Bennett: Proceedings have taken a heavy toll

A barrister reprimanded for allowing a Twitter account to send “inappropriate and offensive” tweets to a colleague at the same chambers was not their author, a tribunal has confirmed.

However, Daniel Bennett was aware they were being posted and admitted that he could, and should, have stopped them appearing.

We reported last week that Mr Bennett had also been fined £500 for seven tweets directed at Adam Wagner over nine months in 2018-19.

Mr Bennett resigned from London set Doughty Street Chambers in 2019 after his role in the @arrytuttle account was uncovered.

Known as Harry Tuttle, the name of a character played by Robert De Niro in the film Brazil, the now-deleted account was apparently characterised by aggressive support for Jeremy Corbyn and attacks on Jewish people questioning anti-Semitism in the Labour Party.

The full ruling of the Bar Tribunal and Adjudication Service explaining its decision has now been published. The panel, headed by His Honour James Meston KC, said it was accepted that Mr Bennett was not the author of the offending tweets.

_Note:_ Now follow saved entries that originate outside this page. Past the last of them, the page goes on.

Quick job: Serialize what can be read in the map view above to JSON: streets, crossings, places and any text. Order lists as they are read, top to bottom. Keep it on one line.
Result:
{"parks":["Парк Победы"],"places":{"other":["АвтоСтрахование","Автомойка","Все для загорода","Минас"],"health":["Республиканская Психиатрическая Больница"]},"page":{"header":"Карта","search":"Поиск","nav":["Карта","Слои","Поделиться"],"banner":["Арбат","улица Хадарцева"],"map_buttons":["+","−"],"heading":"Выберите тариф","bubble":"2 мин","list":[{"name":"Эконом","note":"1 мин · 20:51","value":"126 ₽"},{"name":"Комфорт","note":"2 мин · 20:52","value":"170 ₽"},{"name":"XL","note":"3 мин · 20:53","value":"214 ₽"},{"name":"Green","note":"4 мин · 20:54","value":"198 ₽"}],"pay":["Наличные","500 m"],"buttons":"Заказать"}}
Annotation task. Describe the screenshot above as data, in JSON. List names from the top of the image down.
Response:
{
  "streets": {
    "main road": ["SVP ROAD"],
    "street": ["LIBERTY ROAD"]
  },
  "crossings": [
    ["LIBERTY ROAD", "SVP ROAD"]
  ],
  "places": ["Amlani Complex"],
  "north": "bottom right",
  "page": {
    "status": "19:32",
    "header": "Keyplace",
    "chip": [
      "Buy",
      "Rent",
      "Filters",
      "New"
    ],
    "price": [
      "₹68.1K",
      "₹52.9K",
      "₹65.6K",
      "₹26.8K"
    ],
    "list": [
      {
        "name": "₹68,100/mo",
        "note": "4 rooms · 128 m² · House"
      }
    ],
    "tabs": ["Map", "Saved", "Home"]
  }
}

“The author must have been one of the undisclosed number of people who, along with Mr Bennett, were parties to the Twitter account,” it said.

“Mr Bennett has admitted that the allowed them to be tweeted in that he was a party to that account and was aware that they were being posted and that he could, and should, have stopped them appearing.

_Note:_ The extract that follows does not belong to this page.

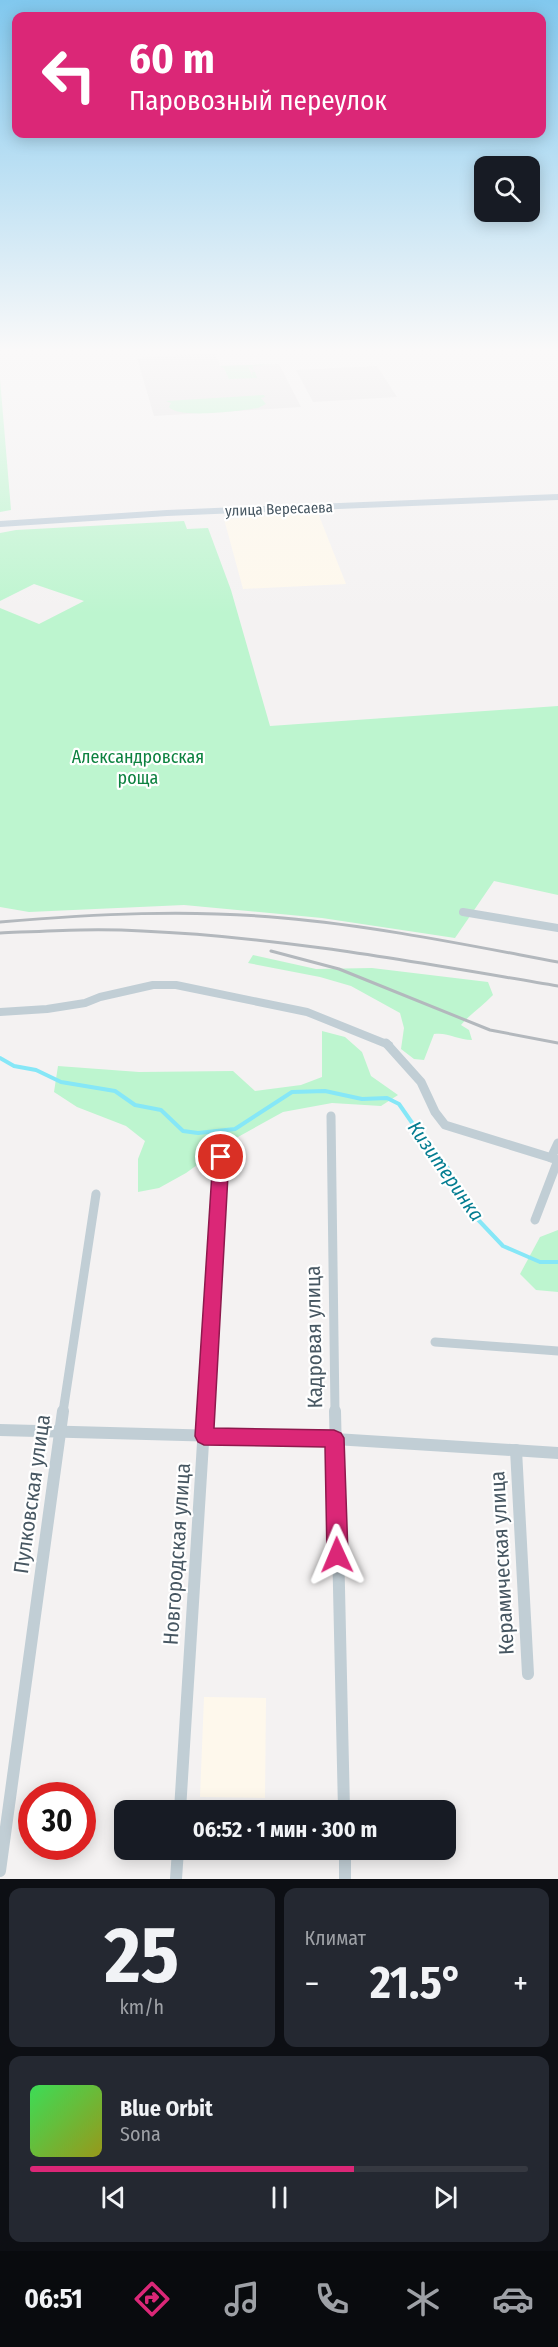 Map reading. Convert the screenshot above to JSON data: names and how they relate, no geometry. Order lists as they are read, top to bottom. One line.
{"streets":{"main road":["улица Вересаева"],"street":["Кадровая улица","Пулковская улица","Новгородская улица","Керамическая улица"]},"water":["Кизитеринка"],"parks":["Александровская роща"],"page":{"turn":["60 m","Паровозный переулок"],"limit":"30","trip":"06:52 · 1 мин · 300 m","tile":[["25","km/h"],"Климат"],"heat":["−","21.5°","+"],"song":["Blue Orbit","Sona"],"tabs":"06:51"}}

“He therefore failed to prevent those tweets as he could have done and he failed to dissociate himself from them when he could have done. The tribunal are therefore satisfied that he failed to take any such positive action as might have been required or expected.

However, Mr Bennett explained that the content of the tweets, in so far as they were concerned with anti-semitism, reflected his own “strongly held” views.

“He accepts that the offensive and abusive terms of the tweets crossed the line for acceptable communication and that his failure to act was the result of a significant loss of perspective on his part at the relevant time.”

The tribunal described the tweets as “seriously and personally offensive in content”. While it was not possible to assess the extent to which they were disseminated, it noted that Mr Wagner had himself contributed to their distribution by retweeting them.

Mr Wagner told the tribunal that the tweets caused him “considerable anxiety and unwelcome attention, particularly as he was at the time a relatively new member of the same chambers as Mr Bennett”.

In reaching a decision on sanction, the tribunal highlighted as mitigation the fact that the tweets appeared more than three years ago, Mr Bennett resigned from chambers “without much delay”, he had supplied “impressive references” and he otherwise had a clean disciplinary record.

It also accepted that the proceedings have taken “a heavy toll” on the barrister in various ways, “both personally and professionally”.